Une des grandes joies de cette année, qui se réalisera dans les fêtes qui approchent, c'est l'accueil de 9 néophytes adultes que je baptiserai dans la nuit de Pâques, leur présence dans notre communauté a donné une profondeur particulière à notre temps de carême, puisque c’est avec eux que nous nous sommes préparés à fêter la résurrection. Je voudrais les confier chacun à votre prière, pour que la grâce de la vie nouvelle porte du fruit en abondance pour eux et pour l’Eglise. Ils prendront le nom de Rosa, Joyce, Félix, Georges, Elaine, Scholastica, Catherine, Elisabeth et Teresa ! En regardant ces neuf cœurs qui se tournent vers Dieu, on ne peut que dire avec la chanson : « tout homme est une histoire sacrée » et leur chemin vers Dieu un don de la grâce, tout comme la manière dont cette équipe de catéchumènes s’est mise en place !

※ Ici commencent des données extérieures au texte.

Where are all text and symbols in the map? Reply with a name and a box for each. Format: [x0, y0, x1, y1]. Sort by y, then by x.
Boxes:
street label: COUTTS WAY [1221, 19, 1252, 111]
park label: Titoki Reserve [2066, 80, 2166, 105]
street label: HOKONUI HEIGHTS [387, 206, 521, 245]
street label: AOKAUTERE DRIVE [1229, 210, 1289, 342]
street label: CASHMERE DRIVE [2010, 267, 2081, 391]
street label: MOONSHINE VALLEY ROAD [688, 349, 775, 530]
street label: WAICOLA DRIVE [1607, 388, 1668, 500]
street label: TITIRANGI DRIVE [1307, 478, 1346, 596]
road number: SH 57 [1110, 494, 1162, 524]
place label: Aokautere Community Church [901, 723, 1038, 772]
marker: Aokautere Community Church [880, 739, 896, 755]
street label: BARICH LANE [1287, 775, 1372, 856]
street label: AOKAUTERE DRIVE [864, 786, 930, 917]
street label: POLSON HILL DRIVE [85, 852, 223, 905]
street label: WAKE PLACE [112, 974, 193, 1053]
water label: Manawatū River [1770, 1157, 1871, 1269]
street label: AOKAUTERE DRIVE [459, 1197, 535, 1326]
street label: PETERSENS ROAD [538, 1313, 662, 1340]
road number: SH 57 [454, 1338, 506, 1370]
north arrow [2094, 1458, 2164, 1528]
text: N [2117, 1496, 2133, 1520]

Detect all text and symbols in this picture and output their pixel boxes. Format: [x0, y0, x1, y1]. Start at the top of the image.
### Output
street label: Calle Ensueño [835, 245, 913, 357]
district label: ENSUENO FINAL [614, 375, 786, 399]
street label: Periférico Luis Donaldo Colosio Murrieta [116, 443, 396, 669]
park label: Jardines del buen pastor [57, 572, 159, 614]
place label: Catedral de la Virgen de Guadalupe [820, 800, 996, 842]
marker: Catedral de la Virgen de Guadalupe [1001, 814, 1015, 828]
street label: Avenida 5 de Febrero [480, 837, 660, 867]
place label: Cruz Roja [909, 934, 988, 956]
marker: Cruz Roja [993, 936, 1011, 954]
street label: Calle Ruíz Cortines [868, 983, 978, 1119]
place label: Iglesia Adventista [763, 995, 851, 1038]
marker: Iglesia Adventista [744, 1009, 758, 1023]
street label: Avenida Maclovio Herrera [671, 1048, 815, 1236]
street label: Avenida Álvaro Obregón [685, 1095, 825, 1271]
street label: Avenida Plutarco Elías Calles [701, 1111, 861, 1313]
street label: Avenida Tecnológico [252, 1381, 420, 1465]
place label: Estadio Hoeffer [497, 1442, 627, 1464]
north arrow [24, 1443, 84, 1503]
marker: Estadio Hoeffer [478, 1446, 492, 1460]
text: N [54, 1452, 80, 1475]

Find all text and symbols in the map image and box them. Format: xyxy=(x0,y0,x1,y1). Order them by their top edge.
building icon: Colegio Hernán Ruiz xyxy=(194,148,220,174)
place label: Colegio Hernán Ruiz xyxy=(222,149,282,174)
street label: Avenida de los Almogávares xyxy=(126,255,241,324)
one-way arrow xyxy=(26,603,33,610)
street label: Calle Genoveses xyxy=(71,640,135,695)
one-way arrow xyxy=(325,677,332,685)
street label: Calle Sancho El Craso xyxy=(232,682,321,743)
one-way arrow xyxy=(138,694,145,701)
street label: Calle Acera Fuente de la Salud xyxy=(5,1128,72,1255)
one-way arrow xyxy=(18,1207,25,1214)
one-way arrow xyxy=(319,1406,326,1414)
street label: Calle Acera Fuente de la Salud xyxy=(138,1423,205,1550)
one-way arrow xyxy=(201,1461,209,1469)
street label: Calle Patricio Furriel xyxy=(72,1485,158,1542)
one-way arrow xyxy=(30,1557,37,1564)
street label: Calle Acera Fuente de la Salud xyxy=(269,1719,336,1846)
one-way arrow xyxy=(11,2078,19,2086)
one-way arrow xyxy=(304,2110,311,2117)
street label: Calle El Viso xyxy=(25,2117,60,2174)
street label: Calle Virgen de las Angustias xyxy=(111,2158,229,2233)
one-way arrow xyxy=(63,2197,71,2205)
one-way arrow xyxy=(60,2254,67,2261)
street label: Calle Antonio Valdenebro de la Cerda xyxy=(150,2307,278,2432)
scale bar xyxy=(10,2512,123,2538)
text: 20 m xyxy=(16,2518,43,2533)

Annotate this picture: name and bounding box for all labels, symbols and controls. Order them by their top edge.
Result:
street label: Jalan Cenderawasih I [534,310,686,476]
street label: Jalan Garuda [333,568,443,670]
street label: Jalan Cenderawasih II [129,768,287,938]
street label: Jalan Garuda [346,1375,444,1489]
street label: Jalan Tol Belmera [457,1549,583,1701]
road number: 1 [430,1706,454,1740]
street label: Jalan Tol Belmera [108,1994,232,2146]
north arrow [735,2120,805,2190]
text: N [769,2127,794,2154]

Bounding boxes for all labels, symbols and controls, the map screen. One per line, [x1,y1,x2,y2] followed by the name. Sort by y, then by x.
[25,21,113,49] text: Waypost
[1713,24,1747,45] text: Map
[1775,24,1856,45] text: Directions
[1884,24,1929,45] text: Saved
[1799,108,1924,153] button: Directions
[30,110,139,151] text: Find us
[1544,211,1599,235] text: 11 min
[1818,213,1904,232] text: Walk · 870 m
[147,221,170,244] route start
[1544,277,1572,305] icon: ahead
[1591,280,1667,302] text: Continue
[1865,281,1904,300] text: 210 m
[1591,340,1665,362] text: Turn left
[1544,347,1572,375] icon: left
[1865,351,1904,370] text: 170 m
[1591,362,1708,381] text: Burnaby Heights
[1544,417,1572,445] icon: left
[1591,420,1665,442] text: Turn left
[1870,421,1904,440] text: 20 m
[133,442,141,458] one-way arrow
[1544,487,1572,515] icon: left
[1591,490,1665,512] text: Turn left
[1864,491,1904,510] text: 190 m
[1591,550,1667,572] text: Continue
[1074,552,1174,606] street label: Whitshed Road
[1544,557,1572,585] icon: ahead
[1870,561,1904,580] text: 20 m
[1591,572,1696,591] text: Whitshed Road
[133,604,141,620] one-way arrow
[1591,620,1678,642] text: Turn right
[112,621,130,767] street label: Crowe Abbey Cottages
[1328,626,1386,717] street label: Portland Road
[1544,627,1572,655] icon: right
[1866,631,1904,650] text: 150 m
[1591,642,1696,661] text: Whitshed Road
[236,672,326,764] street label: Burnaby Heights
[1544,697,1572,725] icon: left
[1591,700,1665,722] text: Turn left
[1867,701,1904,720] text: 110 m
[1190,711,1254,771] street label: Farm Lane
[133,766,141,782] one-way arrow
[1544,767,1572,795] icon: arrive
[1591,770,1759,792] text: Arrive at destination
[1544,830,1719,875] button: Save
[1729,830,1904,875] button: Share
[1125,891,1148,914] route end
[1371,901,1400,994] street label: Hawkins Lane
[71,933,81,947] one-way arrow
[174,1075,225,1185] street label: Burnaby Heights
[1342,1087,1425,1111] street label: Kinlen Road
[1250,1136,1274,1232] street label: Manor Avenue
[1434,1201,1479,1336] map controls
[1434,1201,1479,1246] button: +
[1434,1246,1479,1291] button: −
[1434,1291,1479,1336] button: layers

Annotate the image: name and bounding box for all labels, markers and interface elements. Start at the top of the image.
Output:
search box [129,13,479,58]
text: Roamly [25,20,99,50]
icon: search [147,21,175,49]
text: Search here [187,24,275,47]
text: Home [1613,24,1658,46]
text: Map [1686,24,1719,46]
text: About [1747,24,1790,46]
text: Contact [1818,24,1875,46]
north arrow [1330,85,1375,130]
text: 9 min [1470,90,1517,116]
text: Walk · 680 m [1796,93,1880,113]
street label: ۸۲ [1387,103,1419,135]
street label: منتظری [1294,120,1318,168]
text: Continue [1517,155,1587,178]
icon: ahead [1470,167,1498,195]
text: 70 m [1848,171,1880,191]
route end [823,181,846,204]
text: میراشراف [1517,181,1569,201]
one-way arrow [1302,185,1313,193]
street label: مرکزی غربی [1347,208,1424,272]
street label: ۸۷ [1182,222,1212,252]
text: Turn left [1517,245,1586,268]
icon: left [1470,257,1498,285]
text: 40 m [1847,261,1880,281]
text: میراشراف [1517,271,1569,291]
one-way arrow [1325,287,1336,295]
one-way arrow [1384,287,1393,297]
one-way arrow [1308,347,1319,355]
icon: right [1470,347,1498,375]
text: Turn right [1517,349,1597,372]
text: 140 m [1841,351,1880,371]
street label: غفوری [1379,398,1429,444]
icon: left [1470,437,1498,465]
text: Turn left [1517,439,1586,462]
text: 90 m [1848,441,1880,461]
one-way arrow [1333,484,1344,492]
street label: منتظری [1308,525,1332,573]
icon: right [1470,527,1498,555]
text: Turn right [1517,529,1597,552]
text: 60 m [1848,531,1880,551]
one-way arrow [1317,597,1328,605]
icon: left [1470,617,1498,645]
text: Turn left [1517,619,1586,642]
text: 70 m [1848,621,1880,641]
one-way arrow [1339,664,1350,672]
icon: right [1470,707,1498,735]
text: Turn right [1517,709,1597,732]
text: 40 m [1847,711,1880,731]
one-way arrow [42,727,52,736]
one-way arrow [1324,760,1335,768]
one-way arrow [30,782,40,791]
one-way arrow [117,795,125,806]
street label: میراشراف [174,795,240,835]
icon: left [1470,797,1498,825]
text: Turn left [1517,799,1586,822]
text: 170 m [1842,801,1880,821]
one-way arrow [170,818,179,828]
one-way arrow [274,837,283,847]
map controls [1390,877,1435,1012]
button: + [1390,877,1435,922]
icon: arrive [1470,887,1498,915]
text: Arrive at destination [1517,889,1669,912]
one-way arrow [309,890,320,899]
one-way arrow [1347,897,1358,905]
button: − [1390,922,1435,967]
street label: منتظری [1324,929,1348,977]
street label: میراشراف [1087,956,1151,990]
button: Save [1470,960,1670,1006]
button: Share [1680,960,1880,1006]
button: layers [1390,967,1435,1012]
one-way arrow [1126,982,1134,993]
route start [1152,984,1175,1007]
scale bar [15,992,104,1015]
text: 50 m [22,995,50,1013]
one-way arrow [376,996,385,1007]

Récit : Bien sûr, en arrivant dans une nouvelle paroisse, surtout de taille toute modeste, on aimerait que la communauté s'étoffe et donne la vie. Mais mettre en place un catéchuménat ne s'improvise pas, surtout en chinois! Mais quand la providence veille... A la fin de la messe, je vais saluer un certain David, une première fois, une deuxième, puis la troisième fois, il me dit qu'il est catéchiste et a pour mission de préparer des catéchumènes au baptême ! Je saute sur l’occasion et lui propose de venir officier dans notre paroisse, il accepte... Plus tard il me dira qu’il avait prié le Seigneur de lui montrer un lieu de mission. Il acceptait cette mission, car il avait vu dans mon accueil la réponse du Seigneur à sa question... Il fallait maintenant trouver les candidats... Avec l'audace des débutants, j'ai annoncé le dimanche après Pâques que nous ouvrions le catéchuménat, qu'il ne fallait pas attendre les candidats pour commencer, mais que dans la foi, commencer ferait venir les candidats! Thérèse Ma était là, vous vous souvenez d’elle : ma professeur de chinois baptisée à Pâques l’an dernier, je vous avais demandé de prier pour cette maman chinoise ! ... Baptisée depuis une semaine, elle m’entend faire cette annonce. A la fin de la messe elle vient me dire que trois amies cette semaine lui ont demandé ce qui avait changé en elle. Elle n’était plus la même. Lorsqu’elle leur dit qu’elle venait d'être baptisée, ces amies ont voulu en savoir plus... Elles sont intéressées ! Merci Thérèse Ma pour ce beau témoignage de la grâce transformante ! Ces trois amies témoins de la première heure seront baptisées cette année à Songshan ! A ce petit noyau se sont joint 6 autres, à chaque fois de manière imprévisible, au cours de diverses rencontres ! Quand je dis que le Seigneur nous précède, c’en est pour un moi un exemple bien concret ! Cette équipe a cheminé pendant une année, et je leur ai dit que c’était à eux une fois baptisés d’aller proposer cette démarche de foi autour d’eux ! Les nouveaux chrétiens sont souvent les plus zélés ! Histoire à suivre !

Adoration au Tabor

Le sous-sol de la maison est immense, et depuis une cinquantaine d’années servait à entasser toutes les choses dont on n’avait plus besoin, mais qui pourraient servir un jour... Je vous laisse imaginer. Alors que je m’y rendais une des premières fois, appréciant le calme du lieu, et me demandant comment optimiser l’espace. Une réponse s’est imposée à moi: un lieu pour L’adorer. Les jeunes des JMJ de Madrid avaient été touchés par une nuit d’adoration à Montmartre, et souhaitaient vivre la même chose à Taipei. Tendre quelques toiles à la manière Taizé, récupérer une vieille moquette, quelques éclairages, et le tour serait joué... J’en parle aux jeunes, enthousiasmés, on commence à rêver un peu. Trier, jeter à la benne, enlever des montagnes de poussière ! Suite à une montée des eaux il y a 20 ans, les murs sont brunis par la boue... Il faudrait quand même un coup de peinture, mais le lieu est immense... Je fais venir plusieurs peintres pour des devis, il nous reste un peu d’argent reçu pour les JMJ. L’un des peintres me dit: Père, on vous fait ça la semaine prochaine... Je lui dis : - Pas si vite, combien ça coute? – ne vous inquiétez pas ! – Si justement ! – je vous l’offre; vous savez, je ne suis pas catholique, mais quand j’étais enfant, un missionnaire américain a pris soin de moi, m’a permis d’aller à l’école et de m’en sortir. Ce que je suis aujourd’hui, je le lui dois. Il est mort aujourd’hui, mais ce sera ma manière de dire merci à l’Eglise...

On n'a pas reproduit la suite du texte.